> What to produce: Using the data below, return the stretch from the line that contains "M457,211L564,177L618,156L656,133" through the line that contains "M740,8L751,28H748V62H769L786,94L782,96V94H759L718,19Z", both included, exactly as it stands and nothing beyond it.

(Stored items)
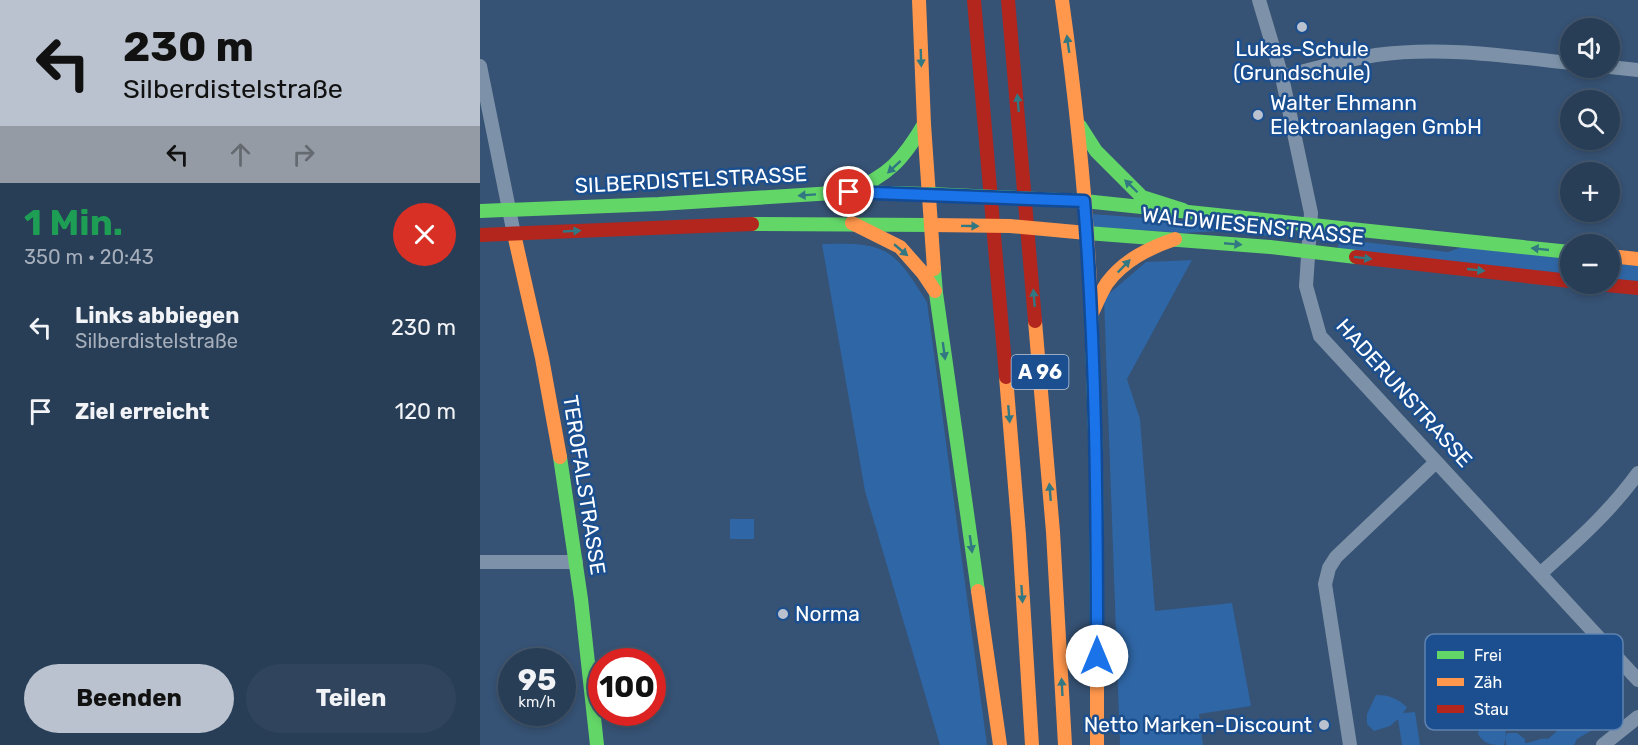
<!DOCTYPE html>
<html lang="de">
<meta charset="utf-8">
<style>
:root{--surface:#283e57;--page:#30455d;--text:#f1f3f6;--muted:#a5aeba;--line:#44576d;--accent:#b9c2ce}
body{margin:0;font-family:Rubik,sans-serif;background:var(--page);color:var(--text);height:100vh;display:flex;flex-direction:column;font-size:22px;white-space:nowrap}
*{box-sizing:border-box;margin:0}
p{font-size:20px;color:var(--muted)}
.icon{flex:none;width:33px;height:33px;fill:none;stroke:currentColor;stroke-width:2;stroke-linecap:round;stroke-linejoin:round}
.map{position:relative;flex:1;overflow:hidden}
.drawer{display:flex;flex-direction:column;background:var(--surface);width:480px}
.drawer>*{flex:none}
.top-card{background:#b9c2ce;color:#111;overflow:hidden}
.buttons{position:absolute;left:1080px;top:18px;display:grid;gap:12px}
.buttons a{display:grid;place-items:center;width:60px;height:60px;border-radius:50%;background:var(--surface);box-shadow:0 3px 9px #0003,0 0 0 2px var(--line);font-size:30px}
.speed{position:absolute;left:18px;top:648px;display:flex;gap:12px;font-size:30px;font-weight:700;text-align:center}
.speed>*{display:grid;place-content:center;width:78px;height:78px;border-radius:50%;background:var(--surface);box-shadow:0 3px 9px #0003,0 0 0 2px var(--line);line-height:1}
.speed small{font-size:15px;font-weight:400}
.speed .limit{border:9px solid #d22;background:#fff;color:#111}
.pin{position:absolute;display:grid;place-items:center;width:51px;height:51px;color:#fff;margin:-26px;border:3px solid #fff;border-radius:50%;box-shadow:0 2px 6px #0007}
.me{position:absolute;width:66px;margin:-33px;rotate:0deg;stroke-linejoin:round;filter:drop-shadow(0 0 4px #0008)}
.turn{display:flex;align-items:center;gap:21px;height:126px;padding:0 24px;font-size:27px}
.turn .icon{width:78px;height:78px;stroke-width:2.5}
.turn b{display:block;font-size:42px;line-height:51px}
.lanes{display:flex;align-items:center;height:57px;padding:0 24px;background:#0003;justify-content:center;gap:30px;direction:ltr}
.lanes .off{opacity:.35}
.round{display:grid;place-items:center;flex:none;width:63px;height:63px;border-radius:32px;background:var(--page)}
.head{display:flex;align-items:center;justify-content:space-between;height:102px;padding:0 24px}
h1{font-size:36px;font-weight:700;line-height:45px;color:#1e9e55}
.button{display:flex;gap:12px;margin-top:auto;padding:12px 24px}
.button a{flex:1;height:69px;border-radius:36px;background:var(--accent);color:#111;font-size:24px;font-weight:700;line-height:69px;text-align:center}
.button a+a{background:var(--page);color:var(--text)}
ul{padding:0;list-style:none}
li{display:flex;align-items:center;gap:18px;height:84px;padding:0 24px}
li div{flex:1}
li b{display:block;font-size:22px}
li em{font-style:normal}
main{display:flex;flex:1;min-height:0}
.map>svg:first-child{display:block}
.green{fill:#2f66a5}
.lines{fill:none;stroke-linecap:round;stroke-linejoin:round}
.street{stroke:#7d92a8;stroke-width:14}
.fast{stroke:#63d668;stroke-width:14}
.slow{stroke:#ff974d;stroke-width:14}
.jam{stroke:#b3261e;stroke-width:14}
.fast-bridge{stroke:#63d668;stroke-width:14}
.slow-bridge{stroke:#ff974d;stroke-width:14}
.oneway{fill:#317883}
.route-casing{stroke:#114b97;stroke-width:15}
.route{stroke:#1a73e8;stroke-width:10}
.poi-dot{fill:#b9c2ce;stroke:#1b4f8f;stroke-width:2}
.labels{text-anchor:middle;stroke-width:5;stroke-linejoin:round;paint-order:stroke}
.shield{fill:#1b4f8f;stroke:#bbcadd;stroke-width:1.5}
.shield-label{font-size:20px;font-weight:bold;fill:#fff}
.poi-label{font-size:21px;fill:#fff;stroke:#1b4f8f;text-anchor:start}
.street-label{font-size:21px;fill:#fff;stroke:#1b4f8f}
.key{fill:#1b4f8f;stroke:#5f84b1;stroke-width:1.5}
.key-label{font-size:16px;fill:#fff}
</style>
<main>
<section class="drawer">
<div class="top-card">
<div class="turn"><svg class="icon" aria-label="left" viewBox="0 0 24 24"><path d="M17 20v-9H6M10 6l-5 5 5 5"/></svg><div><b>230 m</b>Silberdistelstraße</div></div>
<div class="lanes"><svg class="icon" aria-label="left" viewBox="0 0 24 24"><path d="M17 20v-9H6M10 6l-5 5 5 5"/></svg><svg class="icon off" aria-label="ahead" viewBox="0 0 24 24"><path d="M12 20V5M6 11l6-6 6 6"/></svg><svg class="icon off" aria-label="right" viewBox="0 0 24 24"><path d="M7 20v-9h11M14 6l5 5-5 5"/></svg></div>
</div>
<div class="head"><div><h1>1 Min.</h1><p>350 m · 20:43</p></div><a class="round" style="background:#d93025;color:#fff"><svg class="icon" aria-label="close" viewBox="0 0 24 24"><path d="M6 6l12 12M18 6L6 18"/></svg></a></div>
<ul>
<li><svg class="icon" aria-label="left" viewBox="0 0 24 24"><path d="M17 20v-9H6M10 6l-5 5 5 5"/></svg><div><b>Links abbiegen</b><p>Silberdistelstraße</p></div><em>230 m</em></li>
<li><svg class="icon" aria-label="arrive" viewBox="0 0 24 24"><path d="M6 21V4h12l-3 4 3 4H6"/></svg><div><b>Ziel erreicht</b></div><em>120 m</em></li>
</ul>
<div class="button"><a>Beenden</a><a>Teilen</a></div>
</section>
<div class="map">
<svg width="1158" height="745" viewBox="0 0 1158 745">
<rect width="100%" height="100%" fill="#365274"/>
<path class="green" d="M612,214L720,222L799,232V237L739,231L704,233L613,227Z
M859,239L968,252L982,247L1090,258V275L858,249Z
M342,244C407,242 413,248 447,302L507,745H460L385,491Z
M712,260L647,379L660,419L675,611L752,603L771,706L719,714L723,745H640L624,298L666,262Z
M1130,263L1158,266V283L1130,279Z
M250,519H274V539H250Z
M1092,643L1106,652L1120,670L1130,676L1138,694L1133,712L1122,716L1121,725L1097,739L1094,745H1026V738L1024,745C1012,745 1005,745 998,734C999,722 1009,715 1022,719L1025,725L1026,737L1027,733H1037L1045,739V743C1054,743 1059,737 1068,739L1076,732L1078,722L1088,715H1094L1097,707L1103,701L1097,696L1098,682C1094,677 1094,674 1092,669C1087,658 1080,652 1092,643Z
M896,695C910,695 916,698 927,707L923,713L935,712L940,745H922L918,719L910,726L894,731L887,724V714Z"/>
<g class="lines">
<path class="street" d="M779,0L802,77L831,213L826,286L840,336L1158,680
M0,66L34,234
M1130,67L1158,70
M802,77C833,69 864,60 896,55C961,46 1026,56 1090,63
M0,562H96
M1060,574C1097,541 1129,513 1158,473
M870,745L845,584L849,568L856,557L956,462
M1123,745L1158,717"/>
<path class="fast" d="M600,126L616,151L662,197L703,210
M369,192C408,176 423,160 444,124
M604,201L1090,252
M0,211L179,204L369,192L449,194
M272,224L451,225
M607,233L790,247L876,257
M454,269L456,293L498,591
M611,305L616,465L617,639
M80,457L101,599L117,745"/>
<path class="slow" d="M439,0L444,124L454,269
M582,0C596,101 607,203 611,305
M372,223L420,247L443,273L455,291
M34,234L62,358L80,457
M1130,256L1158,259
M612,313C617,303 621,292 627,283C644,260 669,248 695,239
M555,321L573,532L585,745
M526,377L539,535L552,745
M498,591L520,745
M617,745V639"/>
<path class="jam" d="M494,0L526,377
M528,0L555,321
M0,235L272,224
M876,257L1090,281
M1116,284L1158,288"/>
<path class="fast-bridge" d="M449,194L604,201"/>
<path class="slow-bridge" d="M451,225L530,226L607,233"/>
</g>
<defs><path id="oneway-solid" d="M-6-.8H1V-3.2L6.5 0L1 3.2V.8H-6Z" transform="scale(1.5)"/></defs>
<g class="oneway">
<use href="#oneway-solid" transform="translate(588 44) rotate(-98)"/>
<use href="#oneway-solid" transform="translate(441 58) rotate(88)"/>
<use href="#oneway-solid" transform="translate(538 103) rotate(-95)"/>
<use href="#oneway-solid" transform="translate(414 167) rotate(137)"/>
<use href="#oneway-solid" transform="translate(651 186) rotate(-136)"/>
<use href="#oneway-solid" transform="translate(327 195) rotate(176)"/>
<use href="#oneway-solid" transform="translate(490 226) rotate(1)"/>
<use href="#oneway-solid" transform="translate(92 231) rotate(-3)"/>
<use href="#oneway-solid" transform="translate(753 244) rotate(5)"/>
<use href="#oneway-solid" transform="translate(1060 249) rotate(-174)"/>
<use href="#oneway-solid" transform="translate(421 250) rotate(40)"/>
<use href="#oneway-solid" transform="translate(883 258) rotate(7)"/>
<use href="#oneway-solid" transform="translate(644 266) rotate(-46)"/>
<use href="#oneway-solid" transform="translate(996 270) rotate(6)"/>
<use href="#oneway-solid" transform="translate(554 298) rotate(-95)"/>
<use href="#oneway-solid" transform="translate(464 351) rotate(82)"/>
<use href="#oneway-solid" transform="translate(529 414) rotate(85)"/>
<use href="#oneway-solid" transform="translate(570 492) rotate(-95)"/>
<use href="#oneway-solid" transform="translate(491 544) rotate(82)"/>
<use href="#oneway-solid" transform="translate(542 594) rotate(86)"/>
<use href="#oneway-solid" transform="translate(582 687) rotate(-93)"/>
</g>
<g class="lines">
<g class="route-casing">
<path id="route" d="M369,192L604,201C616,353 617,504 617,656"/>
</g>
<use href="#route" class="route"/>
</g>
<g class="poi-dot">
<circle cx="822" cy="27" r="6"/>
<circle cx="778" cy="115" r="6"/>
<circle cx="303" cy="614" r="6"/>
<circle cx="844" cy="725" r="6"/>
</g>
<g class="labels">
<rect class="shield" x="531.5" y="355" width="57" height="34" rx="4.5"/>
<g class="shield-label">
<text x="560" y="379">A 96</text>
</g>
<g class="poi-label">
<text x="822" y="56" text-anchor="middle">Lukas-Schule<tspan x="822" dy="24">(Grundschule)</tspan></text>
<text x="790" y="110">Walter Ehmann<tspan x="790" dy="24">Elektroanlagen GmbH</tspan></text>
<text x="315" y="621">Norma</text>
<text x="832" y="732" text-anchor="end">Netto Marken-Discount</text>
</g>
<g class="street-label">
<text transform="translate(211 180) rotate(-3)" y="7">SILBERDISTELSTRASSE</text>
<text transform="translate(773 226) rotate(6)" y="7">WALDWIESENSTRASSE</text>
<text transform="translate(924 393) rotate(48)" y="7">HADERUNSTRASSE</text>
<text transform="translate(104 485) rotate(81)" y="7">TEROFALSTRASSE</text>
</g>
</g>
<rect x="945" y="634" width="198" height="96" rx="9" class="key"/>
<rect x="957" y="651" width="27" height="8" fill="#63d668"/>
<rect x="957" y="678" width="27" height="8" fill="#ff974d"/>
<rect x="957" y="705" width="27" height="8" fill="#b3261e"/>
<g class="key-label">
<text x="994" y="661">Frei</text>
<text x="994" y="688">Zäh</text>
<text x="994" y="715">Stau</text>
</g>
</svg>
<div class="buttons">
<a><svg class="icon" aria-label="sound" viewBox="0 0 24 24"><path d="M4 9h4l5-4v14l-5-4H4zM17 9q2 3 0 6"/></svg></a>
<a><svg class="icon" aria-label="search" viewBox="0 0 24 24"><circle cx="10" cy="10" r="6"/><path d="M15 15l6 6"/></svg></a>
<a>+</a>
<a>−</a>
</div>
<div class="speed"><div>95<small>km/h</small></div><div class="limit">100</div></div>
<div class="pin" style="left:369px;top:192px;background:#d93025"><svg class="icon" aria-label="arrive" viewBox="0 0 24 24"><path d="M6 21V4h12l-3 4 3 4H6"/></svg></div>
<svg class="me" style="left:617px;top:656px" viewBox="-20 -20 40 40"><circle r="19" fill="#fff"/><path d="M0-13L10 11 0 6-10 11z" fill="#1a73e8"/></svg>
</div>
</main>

...

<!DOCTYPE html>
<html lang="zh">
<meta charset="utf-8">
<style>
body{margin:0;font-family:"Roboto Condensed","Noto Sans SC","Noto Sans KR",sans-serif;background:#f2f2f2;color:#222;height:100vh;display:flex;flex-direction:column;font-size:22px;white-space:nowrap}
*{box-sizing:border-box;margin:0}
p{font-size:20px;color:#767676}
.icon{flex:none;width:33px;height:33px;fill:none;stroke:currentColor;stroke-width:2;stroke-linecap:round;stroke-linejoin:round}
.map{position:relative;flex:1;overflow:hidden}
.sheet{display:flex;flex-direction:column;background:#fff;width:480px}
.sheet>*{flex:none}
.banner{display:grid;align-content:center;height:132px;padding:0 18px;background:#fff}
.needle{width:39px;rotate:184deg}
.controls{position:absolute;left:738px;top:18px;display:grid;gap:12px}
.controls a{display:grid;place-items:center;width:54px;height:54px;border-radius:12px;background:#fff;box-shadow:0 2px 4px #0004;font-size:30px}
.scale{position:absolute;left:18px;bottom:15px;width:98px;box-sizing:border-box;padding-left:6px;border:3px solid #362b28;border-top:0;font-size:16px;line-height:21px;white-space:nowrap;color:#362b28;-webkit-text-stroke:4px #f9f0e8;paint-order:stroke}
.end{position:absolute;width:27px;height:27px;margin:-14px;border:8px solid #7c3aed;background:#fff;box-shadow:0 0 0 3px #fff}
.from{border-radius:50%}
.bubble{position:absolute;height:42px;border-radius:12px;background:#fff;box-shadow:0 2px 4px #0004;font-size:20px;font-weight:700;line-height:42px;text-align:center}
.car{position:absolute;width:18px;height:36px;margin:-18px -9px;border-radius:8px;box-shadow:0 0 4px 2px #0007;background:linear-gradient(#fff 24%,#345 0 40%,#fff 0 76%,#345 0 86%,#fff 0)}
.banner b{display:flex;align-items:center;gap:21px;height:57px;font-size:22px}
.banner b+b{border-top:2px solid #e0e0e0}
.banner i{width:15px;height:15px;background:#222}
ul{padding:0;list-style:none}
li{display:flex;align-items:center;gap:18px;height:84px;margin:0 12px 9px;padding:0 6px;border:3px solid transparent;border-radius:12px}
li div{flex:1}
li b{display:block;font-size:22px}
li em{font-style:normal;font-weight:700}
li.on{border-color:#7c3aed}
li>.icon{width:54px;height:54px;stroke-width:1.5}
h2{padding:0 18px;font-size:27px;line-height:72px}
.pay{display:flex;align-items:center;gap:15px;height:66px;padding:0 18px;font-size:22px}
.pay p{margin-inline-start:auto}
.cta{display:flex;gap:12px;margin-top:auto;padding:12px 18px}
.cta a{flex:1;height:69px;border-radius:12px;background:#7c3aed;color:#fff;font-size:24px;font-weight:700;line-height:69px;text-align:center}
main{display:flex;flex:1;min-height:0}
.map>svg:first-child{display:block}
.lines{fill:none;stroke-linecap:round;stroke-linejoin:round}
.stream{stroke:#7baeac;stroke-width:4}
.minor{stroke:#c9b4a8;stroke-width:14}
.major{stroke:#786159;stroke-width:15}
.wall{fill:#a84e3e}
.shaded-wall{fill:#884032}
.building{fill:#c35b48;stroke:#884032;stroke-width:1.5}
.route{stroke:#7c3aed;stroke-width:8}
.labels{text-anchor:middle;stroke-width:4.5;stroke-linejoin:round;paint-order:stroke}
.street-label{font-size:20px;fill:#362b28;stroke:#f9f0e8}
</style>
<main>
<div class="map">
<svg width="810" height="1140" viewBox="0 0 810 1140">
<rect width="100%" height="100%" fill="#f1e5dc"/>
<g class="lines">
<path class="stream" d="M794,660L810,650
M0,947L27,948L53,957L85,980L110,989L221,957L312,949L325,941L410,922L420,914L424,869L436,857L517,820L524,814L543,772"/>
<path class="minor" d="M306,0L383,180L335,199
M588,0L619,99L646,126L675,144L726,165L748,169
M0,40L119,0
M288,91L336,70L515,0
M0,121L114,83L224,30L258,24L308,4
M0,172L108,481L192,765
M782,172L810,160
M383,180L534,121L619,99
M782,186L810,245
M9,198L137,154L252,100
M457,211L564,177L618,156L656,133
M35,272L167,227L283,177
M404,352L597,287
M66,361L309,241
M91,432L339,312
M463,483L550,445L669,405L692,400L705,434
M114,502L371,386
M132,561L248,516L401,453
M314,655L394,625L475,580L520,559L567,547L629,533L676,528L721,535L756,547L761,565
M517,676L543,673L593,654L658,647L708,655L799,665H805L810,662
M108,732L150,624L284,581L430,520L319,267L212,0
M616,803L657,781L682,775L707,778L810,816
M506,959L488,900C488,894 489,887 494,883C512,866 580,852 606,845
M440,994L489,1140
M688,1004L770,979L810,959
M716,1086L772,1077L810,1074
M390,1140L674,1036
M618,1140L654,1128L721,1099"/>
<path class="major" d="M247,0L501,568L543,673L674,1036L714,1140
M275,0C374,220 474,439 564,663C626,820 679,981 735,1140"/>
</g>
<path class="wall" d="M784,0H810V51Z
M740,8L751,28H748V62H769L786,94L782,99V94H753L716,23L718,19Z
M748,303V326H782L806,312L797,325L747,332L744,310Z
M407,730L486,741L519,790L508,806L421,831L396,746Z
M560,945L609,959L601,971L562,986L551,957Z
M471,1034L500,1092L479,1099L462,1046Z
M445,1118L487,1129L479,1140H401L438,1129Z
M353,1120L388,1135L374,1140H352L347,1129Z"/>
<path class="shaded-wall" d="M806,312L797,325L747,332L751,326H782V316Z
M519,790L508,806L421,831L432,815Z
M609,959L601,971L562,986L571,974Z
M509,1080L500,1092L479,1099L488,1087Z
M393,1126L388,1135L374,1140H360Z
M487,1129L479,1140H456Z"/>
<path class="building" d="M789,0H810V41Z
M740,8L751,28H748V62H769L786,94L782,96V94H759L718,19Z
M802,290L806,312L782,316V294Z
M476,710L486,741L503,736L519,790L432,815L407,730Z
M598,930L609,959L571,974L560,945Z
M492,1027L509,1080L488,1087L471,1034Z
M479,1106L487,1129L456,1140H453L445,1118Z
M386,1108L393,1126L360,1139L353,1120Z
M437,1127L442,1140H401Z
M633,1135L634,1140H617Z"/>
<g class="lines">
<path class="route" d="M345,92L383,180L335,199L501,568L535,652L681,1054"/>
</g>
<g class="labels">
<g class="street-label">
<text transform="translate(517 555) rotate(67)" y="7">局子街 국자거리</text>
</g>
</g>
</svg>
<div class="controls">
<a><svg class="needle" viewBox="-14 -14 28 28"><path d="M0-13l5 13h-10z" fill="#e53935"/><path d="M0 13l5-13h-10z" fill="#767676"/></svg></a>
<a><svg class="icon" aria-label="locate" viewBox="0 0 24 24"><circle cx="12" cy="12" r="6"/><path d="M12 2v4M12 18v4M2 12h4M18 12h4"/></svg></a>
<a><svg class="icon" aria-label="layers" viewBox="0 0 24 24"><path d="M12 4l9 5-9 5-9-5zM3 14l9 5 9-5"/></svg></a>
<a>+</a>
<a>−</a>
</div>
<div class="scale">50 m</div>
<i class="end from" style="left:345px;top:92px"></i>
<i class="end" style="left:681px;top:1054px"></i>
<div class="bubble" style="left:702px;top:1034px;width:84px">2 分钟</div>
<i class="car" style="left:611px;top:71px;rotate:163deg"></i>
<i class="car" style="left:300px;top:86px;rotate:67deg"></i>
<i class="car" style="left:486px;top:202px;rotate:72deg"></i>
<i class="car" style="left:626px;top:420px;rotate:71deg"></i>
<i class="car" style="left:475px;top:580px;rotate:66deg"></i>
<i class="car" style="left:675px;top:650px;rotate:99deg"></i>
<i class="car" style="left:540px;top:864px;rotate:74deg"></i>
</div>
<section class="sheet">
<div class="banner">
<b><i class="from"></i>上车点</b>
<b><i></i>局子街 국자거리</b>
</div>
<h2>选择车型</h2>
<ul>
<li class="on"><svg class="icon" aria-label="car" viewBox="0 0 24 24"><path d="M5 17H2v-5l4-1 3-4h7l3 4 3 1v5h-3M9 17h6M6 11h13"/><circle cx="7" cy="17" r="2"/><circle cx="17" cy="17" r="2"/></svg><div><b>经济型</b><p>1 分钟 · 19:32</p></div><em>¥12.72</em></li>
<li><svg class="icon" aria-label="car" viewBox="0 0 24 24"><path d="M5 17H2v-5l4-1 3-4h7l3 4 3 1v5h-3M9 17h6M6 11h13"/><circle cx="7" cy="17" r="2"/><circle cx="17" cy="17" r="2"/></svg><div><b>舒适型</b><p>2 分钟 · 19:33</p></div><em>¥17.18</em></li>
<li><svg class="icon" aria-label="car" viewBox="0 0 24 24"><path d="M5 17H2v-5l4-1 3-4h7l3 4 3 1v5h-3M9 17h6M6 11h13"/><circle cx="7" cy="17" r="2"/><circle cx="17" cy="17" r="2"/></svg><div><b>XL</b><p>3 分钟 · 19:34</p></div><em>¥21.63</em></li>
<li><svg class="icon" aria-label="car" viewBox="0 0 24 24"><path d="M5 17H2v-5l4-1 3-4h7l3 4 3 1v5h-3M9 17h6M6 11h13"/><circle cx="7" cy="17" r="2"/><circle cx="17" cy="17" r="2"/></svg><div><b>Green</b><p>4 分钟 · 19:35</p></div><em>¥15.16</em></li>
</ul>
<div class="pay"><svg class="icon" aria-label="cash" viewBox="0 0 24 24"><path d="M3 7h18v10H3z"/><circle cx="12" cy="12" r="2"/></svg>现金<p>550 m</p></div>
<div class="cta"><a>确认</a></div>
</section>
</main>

> Solution for this task:
M457,211L564,177L618,156L656,133
M35,272L167,227L283,177
M404,352L597,287
M66,361L309,241
M91,432L339,312
M463,483L550,445L669,405L692,400L705,434
M114,502L371,386
M132,561L248,516L401,453
M314,655L394,625L475,580L520,559L567,547L629,533L676,528L721,535L756,547L761,565
M517,676L543,673L593,654L658,647L708,655L799,665H805L810,662
M108,732L150,624L284,581L430,520L319,267L212,0
M616,803L657,781L682,775L707,778L810,816
M506,959L488,900C488,894 489,887 494,883C512,866 580,852 606,845
M440,994L489,1140
M688,1004L770,979L810,959
M716,1086L772,1077L810,1074
M390,1140L674,1036
M618,1140L654,1128L721,1099"/>
<path class="major" d="M247,0L501,568L543,673L674,1036L714,1140
M275,0C374,220 474,439 564,663C626,820 679,981 735,1140"/>
</g>
<path class="wall" d="M784,0H810V51Z
M740,8L751,28H748V62H769L786,94L782,99V94H753L716,23L718,19Z
M748,303V326H782L806,312L797,325L747,332L744,310Z
M407,730L486,741L519,790L508,806L421,831L396,746Z
M560,945L609,959L601,971L562,986L551,957Z
M471,1034L500,1092L479,1099L462,1046Z
M445,1118L487,1129L479,1140H401L438,1129Z
M353,1120L388,1135L374,1140H352L347,1129Z"/>
<path class="shaded-wall" d="M806,312L797,325L747,332L751,326H782V316Z
M519,790L508,806L421,831L432,815Z
M609,959L601,971L562,986L571,974Z
M509,1080L500,1092L479,1099L488,1087Z
M393,1126L388,1135L374,1140H360Z
M487,1129L479,1140H456Z"/>
<path class="building" d="M789,0H810V41Z
M740,8L751,28H748V62H769L786,94L782,96V94H759L718,19Z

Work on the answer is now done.